In het Verenigd Koninkrijk is per 1 april 2017 een en ander veranderd:25
A fundamental reform of loss relief is about to take effect, under measures contained in the Finance (No. 2) Bill 2017. Under the reform, a distinction will have to be made between losses incurred in accounting periods beginning after 31 March 2017 ("post-1 April 2017 losses") and those incurred in previous periods ("pre-1 April 2017 losses"). However, no change is made to relief for losses in the current period or to the carry-back of losses; the reform affects relief for losses carried forward only.
Trading losses may be set off against the company's other taxable profits (if any) and chargeable capital gains of the same accounting period.
Trading losses (whenever incurred) may also be carried back for 1 year (to accounting periods falling wholly or partly within the period of 12 months immediately preceding the beginning of the loss-making period).
Losses may also be carried forward indefinitely. In the case of pre-1 April 2017 losses, these may be set off only against the profits of the same and continuing trade, provided that the company remains within the charge to corporation tax (section 37 of CTA 2010). In the case of post-1 April 2017 losses (excluding certain restricted losses), these may be set off against the company's "total profits" of subsequent periods. Total profits include trading profits, non-trading profits and chargeable capital gains. This part of the reform therefore extends the scope of relief by including non-trading profits in those available for set-off.
The second part of the reform introduces a restriction on the total amount of trading losses carried forward that may be deducted in any period. Broadly speaking, each stand-alone company or group of companies containing two or more companies chargeable to UK corporation tax will have a "deductions allowance" of GBP 5 million, some of which may be allocated to trading profits (the "trading profits deductions allowance"). The maximum amount of pre-1 April 2017 trade losses (together with any restricted post-1 April trade losses) that may be set off in any accounting period beginning after 31 March 2017 is the sum of its trading profits deduction allowance (if any) and 50% of its trading profits in excess of that allowance. Similarly, in the case of post-1 April 2017 trade losses, the maximum amount available for set-off against total profits is the sum of so much of the company's deductions allowance as has not been allocated to trading profits and 50% of total profits in excess of the allowance.
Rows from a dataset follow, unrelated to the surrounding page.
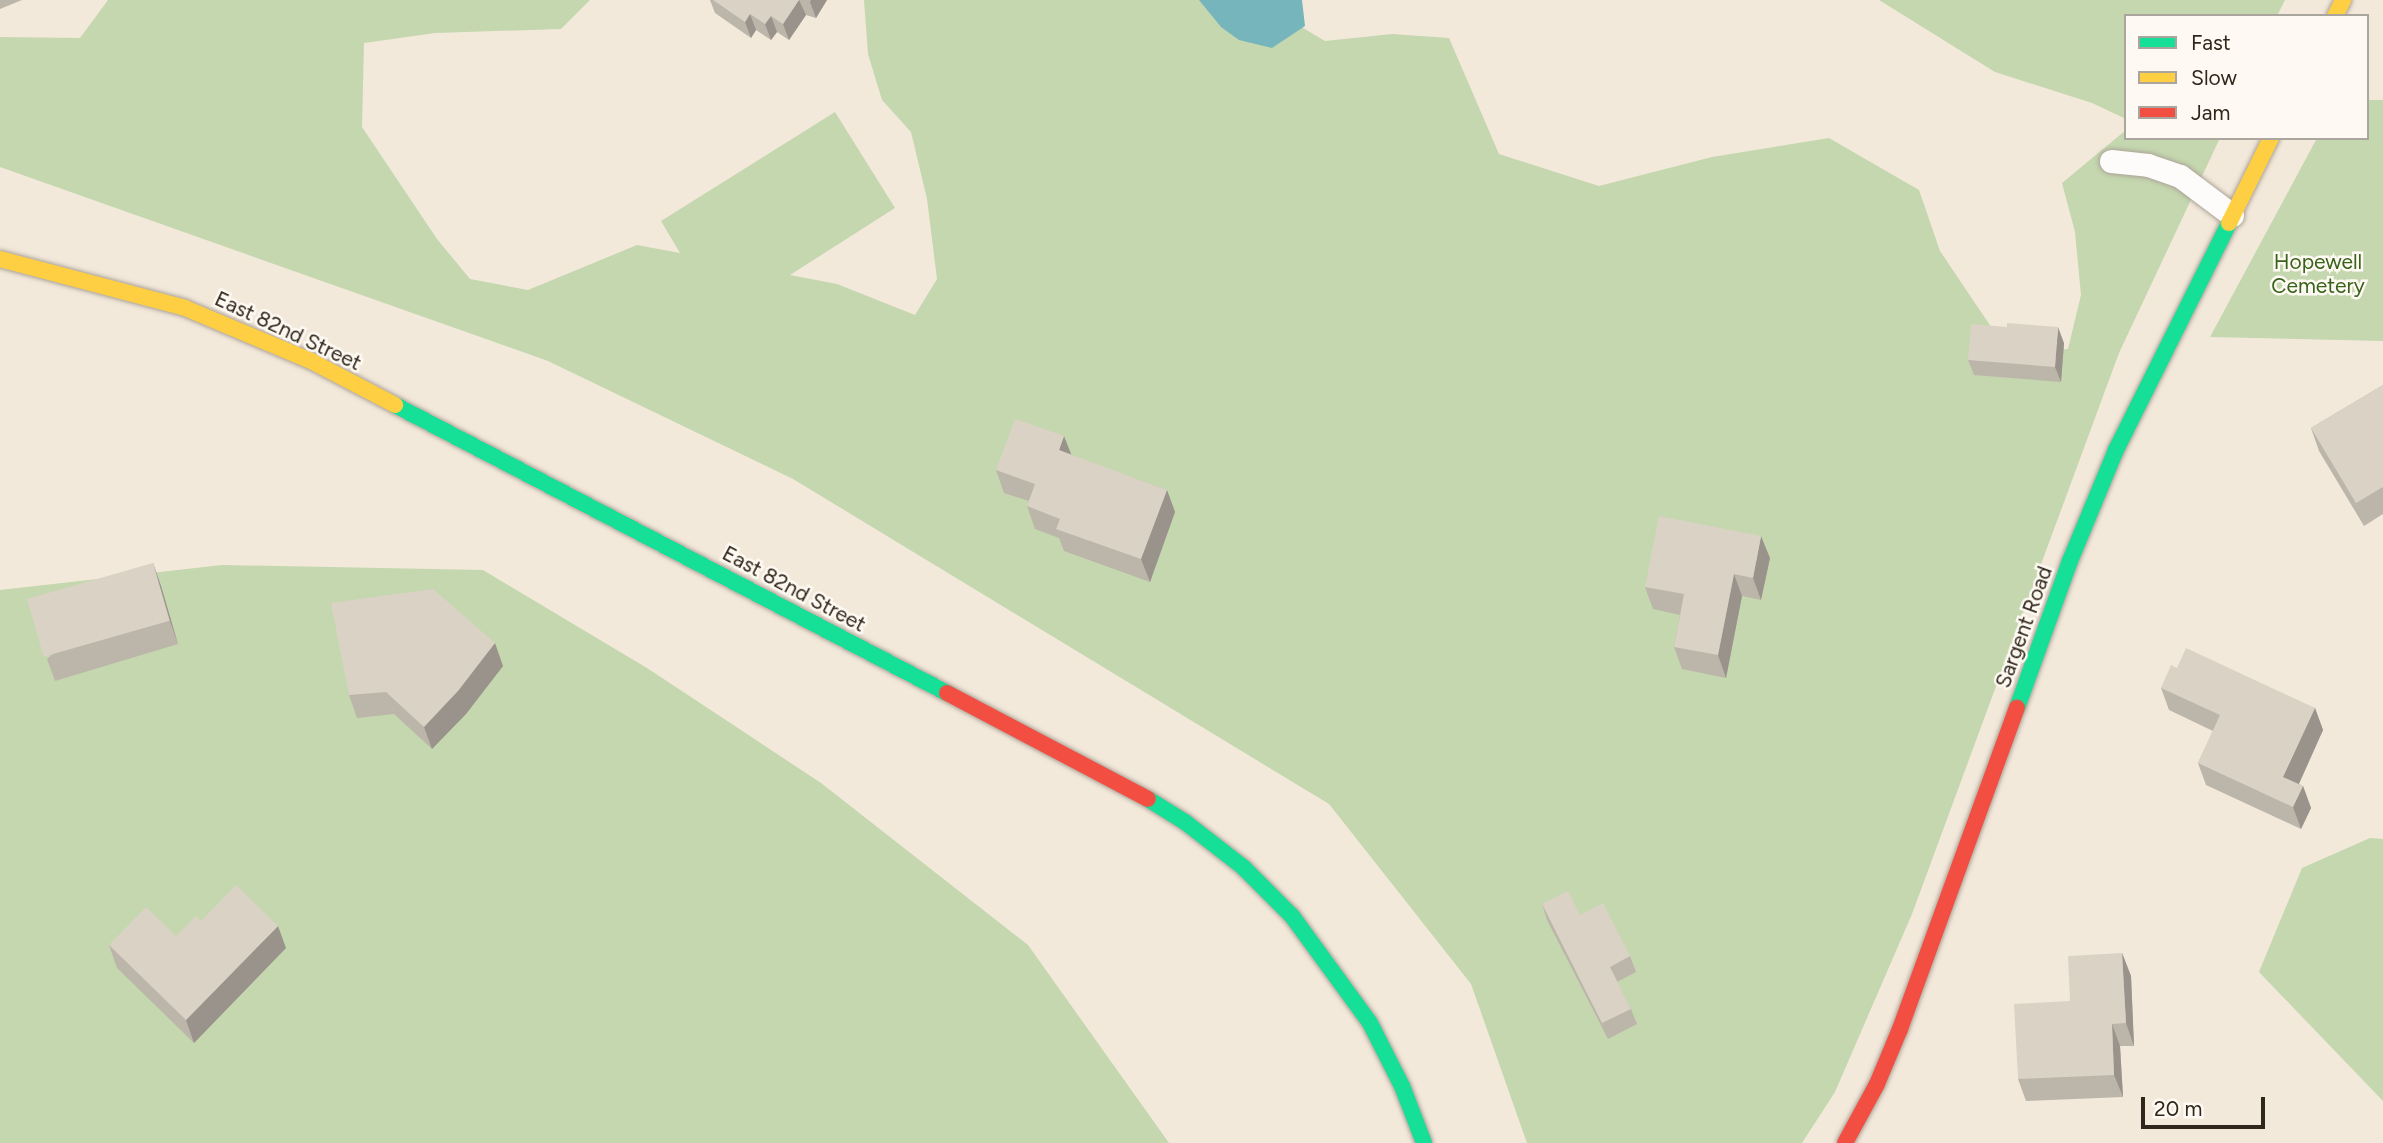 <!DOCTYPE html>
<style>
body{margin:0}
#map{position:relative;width:2383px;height:1143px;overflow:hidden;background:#f3e9db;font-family:Figtree,sans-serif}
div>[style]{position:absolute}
.green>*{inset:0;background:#c4d7ae}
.water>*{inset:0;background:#76b5bc}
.roads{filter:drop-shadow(0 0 2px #ada499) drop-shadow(0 0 2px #ada499)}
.lane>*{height:23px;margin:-11.5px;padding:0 11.5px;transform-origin:11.5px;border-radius:11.5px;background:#fdfcfa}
.fast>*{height:16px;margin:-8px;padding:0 8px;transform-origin:8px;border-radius:8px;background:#16e098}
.slow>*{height:16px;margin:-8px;padding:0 8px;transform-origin:8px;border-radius:8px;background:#ffcf43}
.jam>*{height:16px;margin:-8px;padding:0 8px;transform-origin:8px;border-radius:8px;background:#f24e42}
.wall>*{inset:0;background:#bcb5aa}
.shaded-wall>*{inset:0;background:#99938b}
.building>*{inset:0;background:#dbd2c6;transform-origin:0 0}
span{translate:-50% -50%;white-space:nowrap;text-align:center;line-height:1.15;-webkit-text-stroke:5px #fefaf3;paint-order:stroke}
.park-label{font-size:21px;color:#37631a}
.street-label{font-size:21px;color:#2f271b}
.legend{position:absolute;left:2124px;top:14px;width:245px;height:126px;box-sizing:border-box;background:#fefaf3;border:2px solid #aba69d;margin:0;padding:9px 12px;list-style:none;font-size:21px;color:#2f271b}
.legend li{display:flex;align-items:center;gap:14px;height:35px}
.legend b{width:35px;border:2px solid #aba69d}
.scale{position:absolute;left:2141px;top:1097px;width:124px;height:32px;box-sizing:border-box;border:4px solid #2f271b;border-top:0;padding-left:9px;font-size:21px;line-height:24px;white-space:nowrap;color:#2f271b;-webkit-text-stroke:5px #fefaf3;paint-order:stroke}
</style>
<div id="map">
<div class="green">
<i style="clip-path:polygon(108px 0,590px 0,561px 29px,435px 33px,364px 43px,362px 127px,437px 239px,470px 279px,528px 290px,637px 245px,680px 253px,661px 221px,835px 112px,895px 208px,790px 275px,837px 284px,915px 315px,937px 279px,927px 199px,911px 132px,882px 100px,868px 54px,864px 0,1256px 0,1325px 41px,1392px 34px,1449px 38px,1499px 154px,1599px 186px,1712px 157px,1829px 138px,1919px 190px,1940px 251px,2010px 355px,2068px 349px,2081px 295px,2075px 232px,2062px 183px,2126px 130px,2126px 138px,2220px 138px,2119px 353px,1912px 914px,1835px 1092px,1802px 1143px,1527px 1143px,1471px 984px,1329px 804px,793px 479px,548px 361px,0 167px,0 37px,80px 38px)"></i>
<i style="clip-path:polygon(1879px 0,2285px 0,2277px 16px,2126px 16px,2126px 119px,2092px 103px,1995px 72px)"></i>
<i style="clip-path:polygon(2367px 100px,2383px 100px,2383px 341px,2210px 337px,2317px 138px,2367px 138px)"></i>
<i style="clip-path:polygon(222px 565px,483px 570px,647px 668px,821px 783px,1028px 945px,1169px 1143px,0 1143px,0 590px)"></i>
<i style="clip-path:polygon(2370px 838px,2383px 839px,2383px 1101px,2259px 972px,2302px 868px)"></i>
</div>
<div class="water">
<i style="clip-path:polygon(1199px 0,1302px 0,1305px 26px,1272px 48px,1239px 40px,1221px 27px)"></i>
</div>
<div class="roads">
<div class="lane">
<i style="left:2111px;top:161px;width:37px;rotate:6deg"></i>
<i style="left:2148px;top:165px;width:34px;rotate:19deg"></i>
<i style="left:2180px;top:176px;width:65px;rotate:36.9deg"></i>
</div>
<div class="fast">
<i style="left:395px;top:405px;width:623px;rotate:27.55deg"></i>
<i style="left:2017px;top:708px;width:156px;rotate:-70.2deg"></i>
<i style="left:2070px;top:561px;width:120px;rotate:-67.5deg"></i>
<i style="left:2116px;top:450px;width:254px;rotate:-63.5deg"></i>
<i style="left:1148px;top:799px;width:44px;rotate:31.9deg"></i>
<i style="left:1185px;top:822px;width:73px;rotate:37.8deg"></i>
<i style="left:1243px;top:867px;width:69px;rotate:45deg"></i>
<i style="left:1292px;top:916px;width:132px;rotate:53.9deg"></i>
<i style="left:1370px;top:1023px;width:71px;rotate:63.1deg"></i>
<i style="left:1402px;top:1086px;width:61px;rotate:68.9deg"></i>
</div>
<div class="slow">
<i style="left:2335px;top:16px;width:18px;rotate:-63deg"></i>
<i style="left:2229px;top:223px;width:95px;rotate:-63.7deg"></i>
<i style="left:0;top:259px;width:191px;rotate:14.8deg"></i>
<i style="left:185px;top:308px;width:137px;rotate:22.8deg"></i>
<i style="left:311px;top:361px;width:95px;rotate:27.6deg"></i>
</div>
<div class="jam">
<i style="left:947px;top:693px;width:227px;rotate:27.8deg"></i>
<i style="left:1845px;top:1143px;width:67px;rotate:-61.5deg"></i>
<i style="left:1877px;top:1084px;width:60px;rotate:-67.3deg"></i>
<i style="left:1900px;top:1029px;width:342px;rotate:-70deg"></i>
</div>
</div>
<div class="wall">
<i style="clip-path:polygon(0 0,22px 0,0 9px)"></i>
<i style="clip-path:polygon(710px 0,827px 0,816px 18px,806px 15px,789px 40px,777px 32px,771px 40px,756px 30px,751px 38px,715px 13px)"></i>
<i style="clip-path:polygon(2064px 343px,2061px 382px,1974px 375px,1968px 360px)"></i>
<i style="clip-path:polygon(2383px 385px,2383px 514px,2364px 526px,2319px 451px,2311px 428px)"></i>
<i style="clip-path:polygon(1071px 455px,1167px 490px,1175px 512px,1150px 582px,1064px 551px,1059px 538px,1035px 529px,1027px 506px,1029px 501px,1004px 493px,996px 470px)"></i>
<i style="clip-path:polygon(1770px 558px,1761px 600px,1742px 596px,1726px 678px,1682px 669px,1674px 647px,1680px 615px,1653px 609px,1645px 587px)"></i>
<i style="clip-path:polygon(153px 563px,161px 586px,178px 644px,55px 681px,47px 659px)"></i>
<i style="clip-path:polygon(503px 666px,466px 714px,432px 749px,394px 714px,357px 718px,349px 695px)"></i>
<i style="clip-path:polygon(2177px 668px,2315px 708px,2323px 730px,2299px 784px,2303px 786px,2311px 808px,2301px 829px,2206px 785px,2198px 763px,2213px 731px,2169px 710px,2161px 688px)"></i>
<i style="clip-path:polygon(1542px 904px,1580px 915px,1630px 956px,1636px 972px,1617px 982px,1631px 1009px,1637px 1024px,1608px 1039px,1547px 920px)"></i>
<i style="clip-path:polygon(201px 921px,286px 948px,194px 1043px,117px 968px,109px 945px,176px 936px)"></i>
<i style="clip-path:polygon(2122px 953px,2131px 976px,2134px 1046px,2120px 1046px,2123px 1097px,2026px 1101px,2018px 1079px,2070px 1001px)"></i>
</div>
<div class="shaded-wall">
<i style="clip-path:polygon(799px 0,806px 15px,789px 40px,783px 24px)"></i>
<i style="clip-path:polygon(811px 0,827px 0,816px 18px,810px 2px)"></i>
<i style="clip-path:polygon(750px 14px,756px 30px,751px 38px,745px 22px)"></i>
<i style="clip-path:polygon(771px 16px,777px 32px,771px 40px,765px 24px)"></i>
<i style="clip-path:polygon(2058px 327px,2064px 343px,2061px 382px,2055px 367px)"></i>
<i style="clip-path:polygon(1064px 436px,1073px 459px,1059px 450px)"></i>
<i style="clip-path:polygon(1167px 490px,1175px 512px,1150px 582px,1141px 559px)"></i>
<i style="clip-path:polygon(1761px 536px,1770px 558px,1761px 600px,1753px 578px)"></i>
<i style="clip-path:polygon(153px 563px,161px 586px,178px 644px,170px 621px)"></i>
<i style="clip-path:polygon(1734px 574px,1742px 596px,1726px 678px,1718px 655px)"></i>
<i style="clip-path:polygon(495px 643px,503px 666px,466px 714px,432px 749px,424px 727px)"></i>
<i style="clip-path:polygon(2315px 708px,2323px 730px,2292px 799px,2283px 777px)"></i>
<i style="clip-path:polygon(2303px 786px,2311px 808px,2301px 829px,2293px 807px)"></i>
<i style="clip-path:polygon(278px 926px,286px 948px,194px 1043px,186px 1020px)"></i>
<i style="clip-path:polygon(2122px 953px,2131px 976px,2134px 1046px,2126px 1023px)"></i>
<i style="clip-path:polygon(2112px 1024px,2120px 1046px,2123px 1097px,2114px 1075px)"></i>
</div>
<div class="building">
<i style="clip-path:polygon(713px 0,799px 0,783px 24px,771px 16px,765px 24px,750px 14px,745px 22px)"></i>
<i style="clip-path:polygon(2007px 323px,2058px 327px,2055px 367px,1968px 360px,1971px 324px,2007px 327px)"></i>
<i style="clip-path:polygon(2383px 385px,2383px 487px,2356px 503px,2311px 428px)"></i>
<i style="clip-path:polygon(1015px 419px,1064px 436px,1059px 450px,1167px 490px,1141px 559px,1056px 529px,1060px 519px,1027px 506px,1035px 484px,996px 470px)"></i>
<i style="clip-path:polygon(1659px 516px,1761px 536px,1753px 578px,1734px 574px,1718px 655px,1674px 647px,1684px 594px,1645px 587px)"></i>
<i style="left:153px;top:563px;width:60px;height:131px;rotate:74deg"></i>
<i style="clip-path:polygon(433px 589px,495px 643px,458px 691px,424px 727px,386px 692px,349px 695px,331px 603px)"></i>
<i style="clip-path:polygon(2186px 648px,2315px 708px,2283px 777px,2303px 786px,2293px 807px,2198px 763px,2220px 715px,2161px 688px,2171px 665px,2177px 668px)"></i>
<i style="clip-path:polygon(236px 885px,278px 926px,186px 1020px,109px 945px,146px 907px,176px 936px,196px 916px,201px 921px)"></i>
<i style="clip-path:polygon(1568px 891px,1580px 915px,1603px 903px,1630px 956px,1610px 967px,1631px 1009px,1602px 1023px,1542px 904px)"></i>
<i style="clip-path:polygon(2122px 953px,2126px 1023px,2112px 1024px,2114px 1075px,2018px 1079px,2014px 1004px,2070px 1001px,2068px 956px)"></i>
</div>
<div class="park-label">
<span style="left:2318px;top:274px">Hopewell<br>Cemetery</span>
</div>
<div class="street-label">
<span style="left:288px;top:331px;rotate:25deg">East 82nd Street</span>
<span style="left:794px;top:589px;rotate:28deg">East 82nd Street</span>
<span style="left:2024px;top:627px;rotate:-70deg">Sargent Road</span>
</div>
<ul class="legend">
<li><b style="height:9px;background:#16e098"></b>Fast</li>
<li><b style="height:9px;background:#ffcf43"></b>Slow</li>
<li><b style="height:9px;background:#f24e42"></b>Jam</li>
</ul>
<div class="scale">20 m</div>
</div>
Similar rules will apply to expenses of management of an investment company and certain other special forms of activity.
Any loss carried forward is set off against the earliest available profits.
Losses in a UK property business may be set off against the total profits of the company and to the extent that this is not possible be carried forward to subsequent periods indefinitely, for set-off against total profits, subject to the making of a claim. Losses from an overseas property business are not available for set-off against total profits, however, but may only be carried forward for set-off against subsequent profits from the overseas property business.
Terminal losses may in general be carried back for 3 years and set off against profits of any description.
Any other non-trading income losses (other than terminal losses) cannot in general be set off against trading profits. Such losses are generally carried forward and set off against the same class of income. However, in the case of non-trading deficits from loan relationships (these occur when non-trading debits from such relationships, such as interest expense on a non-trading related loan, exceed non-trading credits, such as interest income from a non-trading related loan) incurred in accounting periods beginning after 31 March 2017, these will be available for set-off against any profits of the company, subject to the making of a claim.
There are restrictions on the carry-back and carry-forward of losses where, within a 5-year period, there is both a change in the ownership of the company and a major change in the nature or conduct of the trade (a 3-year period applied for such events that occurred before 1 April 2017) (section 673 et seq. of CTA 2010).
Targeted rules are in place to defeat certain tax avoidance arrangements using brought forward trading losses, brought forward non-trading deficits, brought forward management expenses, and terminal losses of companies with investment business.
Special loss restriction rules are in place for banks. With effect from 1 April 2015, the proportion of a bank’s annual taxable profit that may be offset by losses carried forward is limited to 50%. This restriction applies only to losses that have accrued before 1 April 2015. In this respect, special allowances apply to groups headed by a building society. FA 2016, with effect from 1 April 2016, further reduces the proportion of a bank’s annual taxable profit that may be offset by losses carried forward to 25%. Apportionment is made where a company’s accounting period straddles 1 April 2016.